András Heisler, president of Mazsihisz

Since then Szakály was invited by Antónia Mészáros of ATV for a chat on her program. He started out on a high horse and tried to prove the correctness of his interpretation by reading passages from Randolph L. Braham’s work on the Hungarian Holocaust. Naturally, since the appearance of that monumental work several books and articles have appeared on the subject. Szakály is either unfamiliar with this research or purposely ignored it. By the end of the conversation, however, he was less sure of his views and admitted that perhaps he was wrong. But that is not a political issue, he claimed, but differences of opinion within the profession. Initially he categorically announced that he has no intention of resigning, but by the end he was quite contrite. Obviously he realized the precariousness of his situation.

Mazsihisz’s quasi ultimatum pushes Viktor Orbán into a corner. He either has to sack Szakály, force Mária Schmidt to allow a dialogue with the Jewish community concerning the new Holocaust Center, and give up the idea of erecting a monument to the German occupation which is an important part of the myth he wants to create about the innocence of Hungarians in the Holocaust, or he loses the support of the Hungarian and international Jewry which he seems to find very important. Perhaps he thinks that key members of the American Jewish community will rush to his aid and convince the American government that the current Hungarian government is democratic and especially sensitive when it comes to anti-Semitism. I doubt, however, that such an intervention on Viktor Orbán’s behalf, even if it materialized, could counterbalance, for example, Orbán’s “strategic alliance” with Vladimir Putin’s Russia.
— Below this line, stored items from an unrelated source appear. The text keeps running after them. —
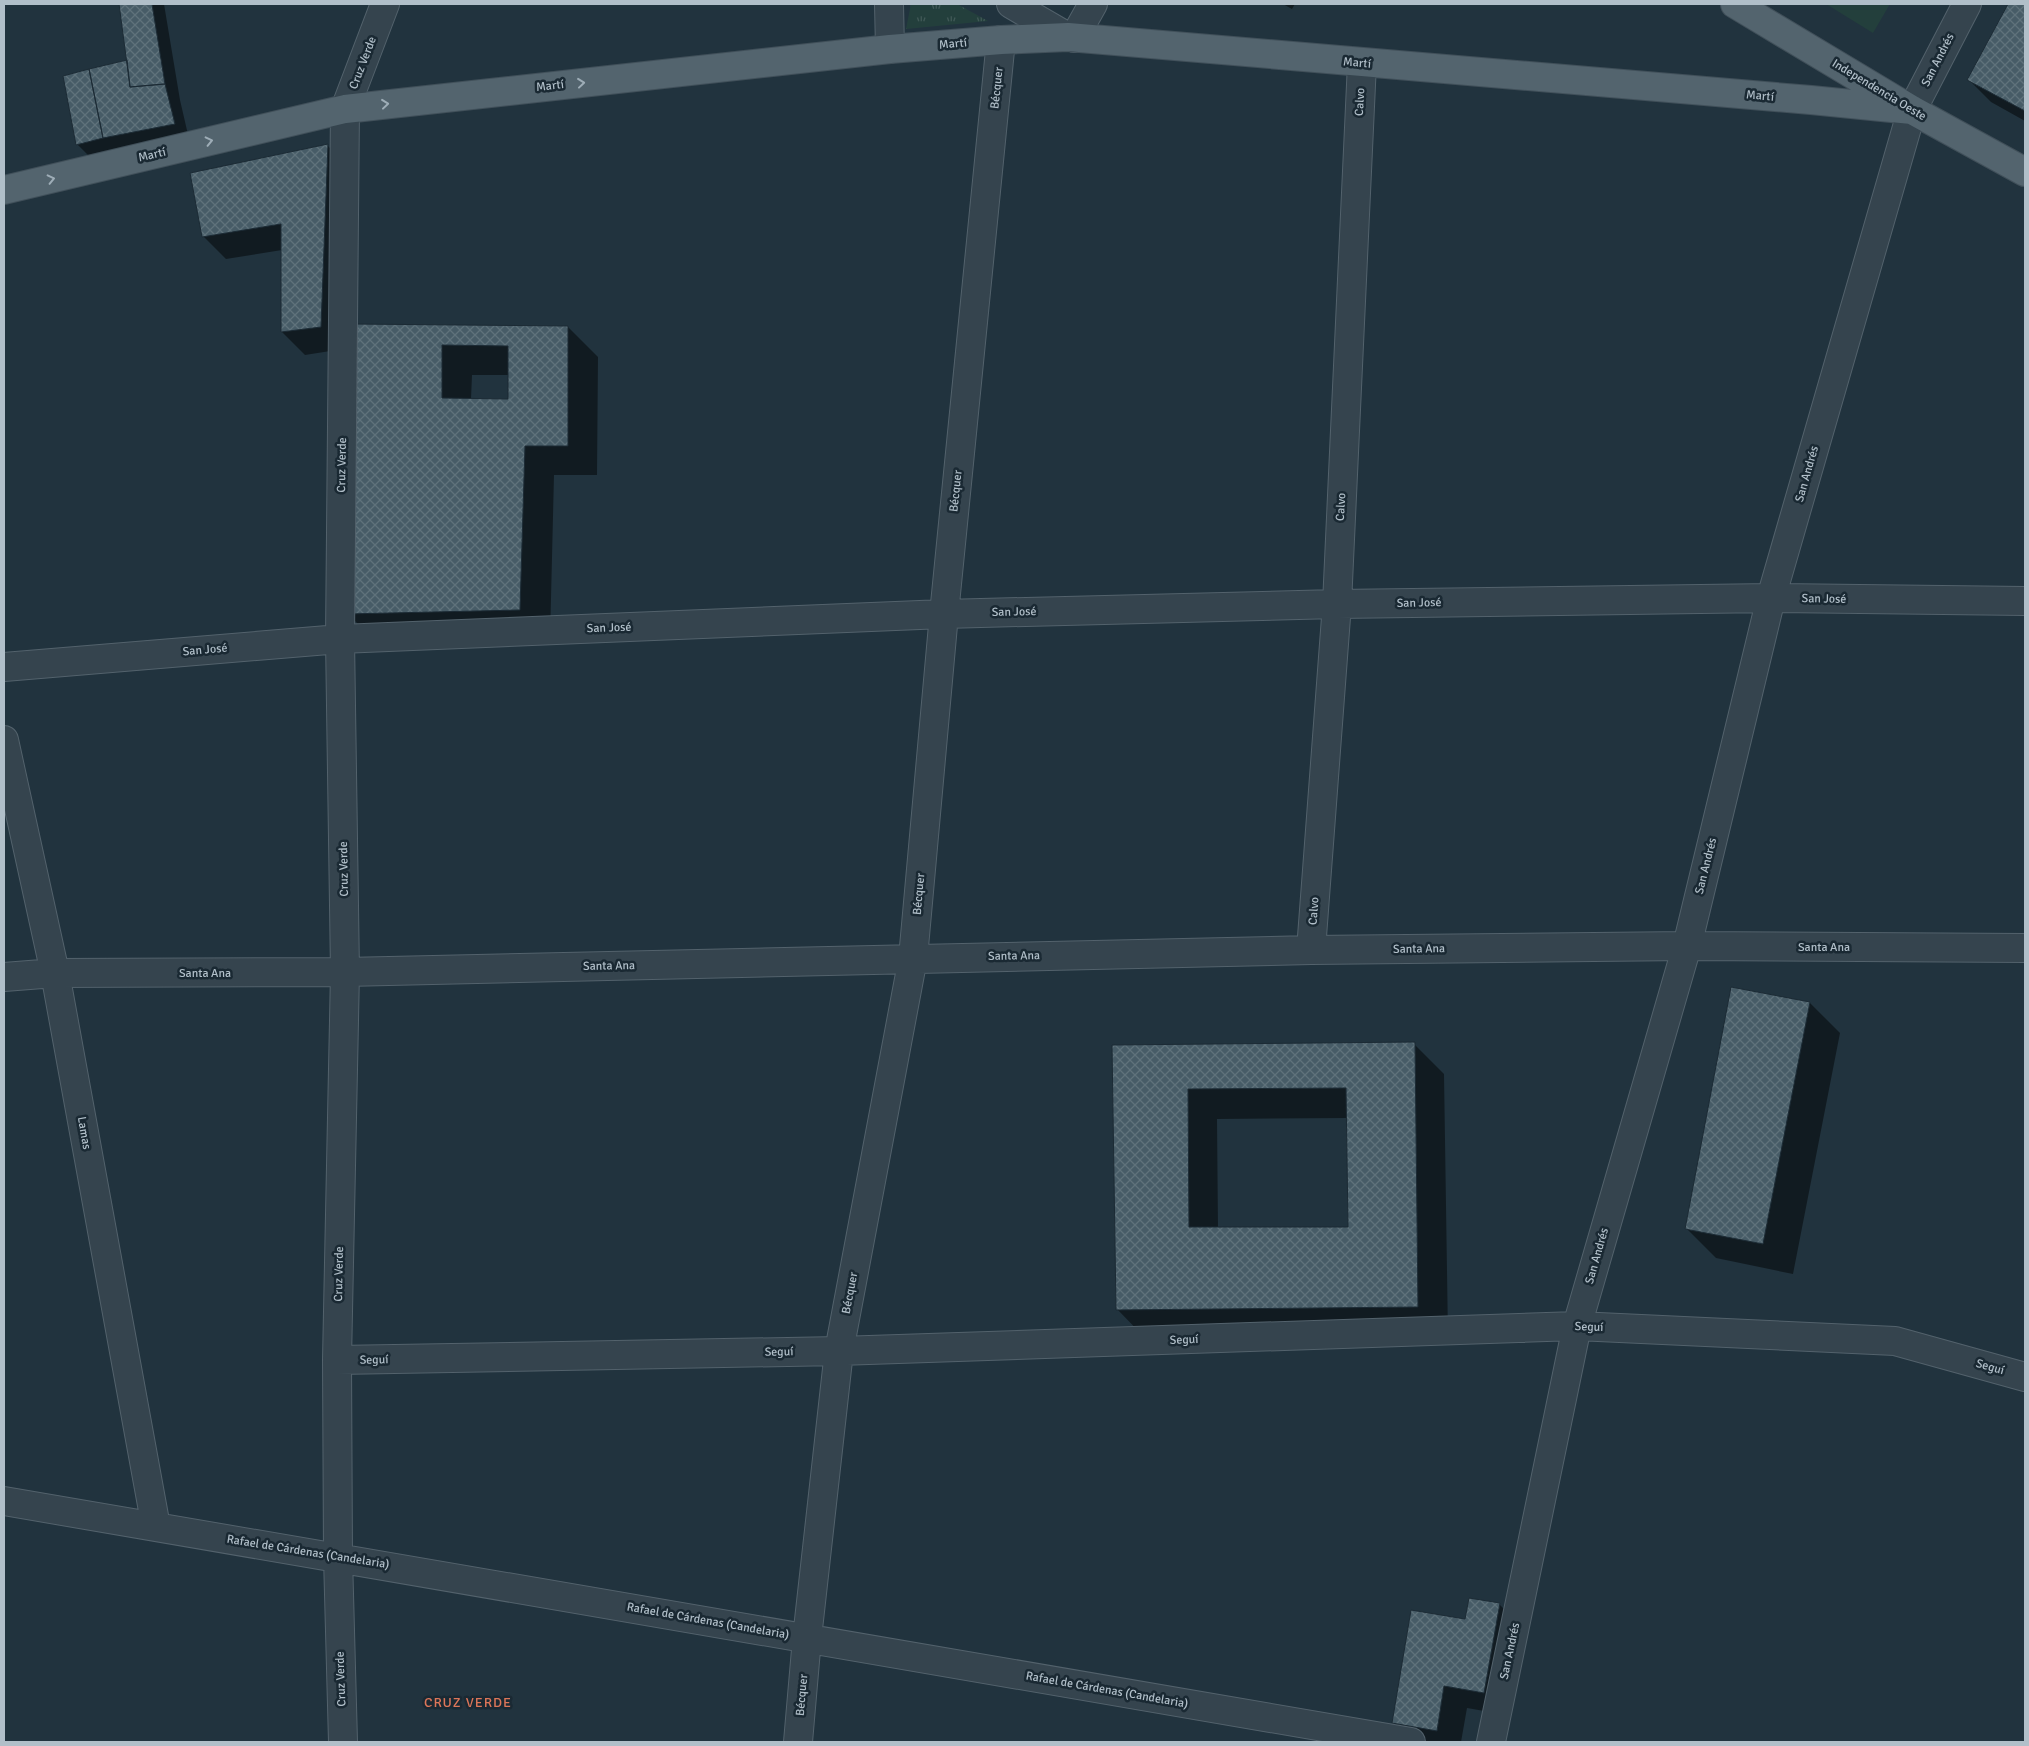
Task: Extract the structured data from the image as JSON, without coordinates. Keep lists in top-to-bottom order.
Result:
{
  "streets": {
    "main road": ["Martí", "Independencia Oeste"],
    "street": [
      "San Andrés",
      "Cruz Verde",
      "Bécquer",
      "Calvo",
      "San José",
      "Santa Ana",
      "Lamas",
      "Seguí",
      "Rafael de Cárdenas (Candelaria)"
    ]
  },
  "crossings": [
    ["Martí", "San Andrés"],
    ["Martí", "Cruz Verde"],
    ["Martí", "Bécquer"],
    ["Martí", "Independencia Oeste"],
    ["Martí", "Calvo"],
    ["San Andrés", "Independencia Oeste"],
    ["San Andrés", "San José"],
    ["San Andrés", "Santa Ana"],
    ["San Andrés", "Seguí"],
    ["Cruz Verde", "San José"],
    ["Cruz Verde", "Santa Ana"],
    ["Cruz Verde", "Seguí"],
    ["Cruz Verde", "Rafael de Cárdenas (Candelaria)"],
    ["Bécquer", "San José"],
    ["Bécquer", "Santa Ana"],
    ["Bécquer", "Seguí"],
    ["Bécquer", "Rafael de Cárdenas (Candelaria)"],
    ["Calvo", "San José"],
    ["Calvo", "Santa Ana"],
    ["Santa Ana", "Lamas"],
    ["Lamas", "Rafael de Cárdenas (Candelaria)"]
  ],
  "one_way": ["Martí"],
  "districts": ["CRUZ VERDE"]
}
We will see what will happen. One thing is sure: the leadership of Mazsihisz is not exaggerating. A wholesale falsification of history has been under way for some time. On all fronts and not just the Holocaust. Lately, for instance, MTV launched a series on the late 1980s and the regime change. The job was given to someone who is not qualified, and the first two segments were apparently crawling with factual errors. And, of course, with revisionist history. On Duna TV there is another questionable historical series called “Heritage.” Put it this way, the number of programs dealing with history is far too high and therefore highly suspicious. One wishes that politicians would leave history alone. We would all be much better off.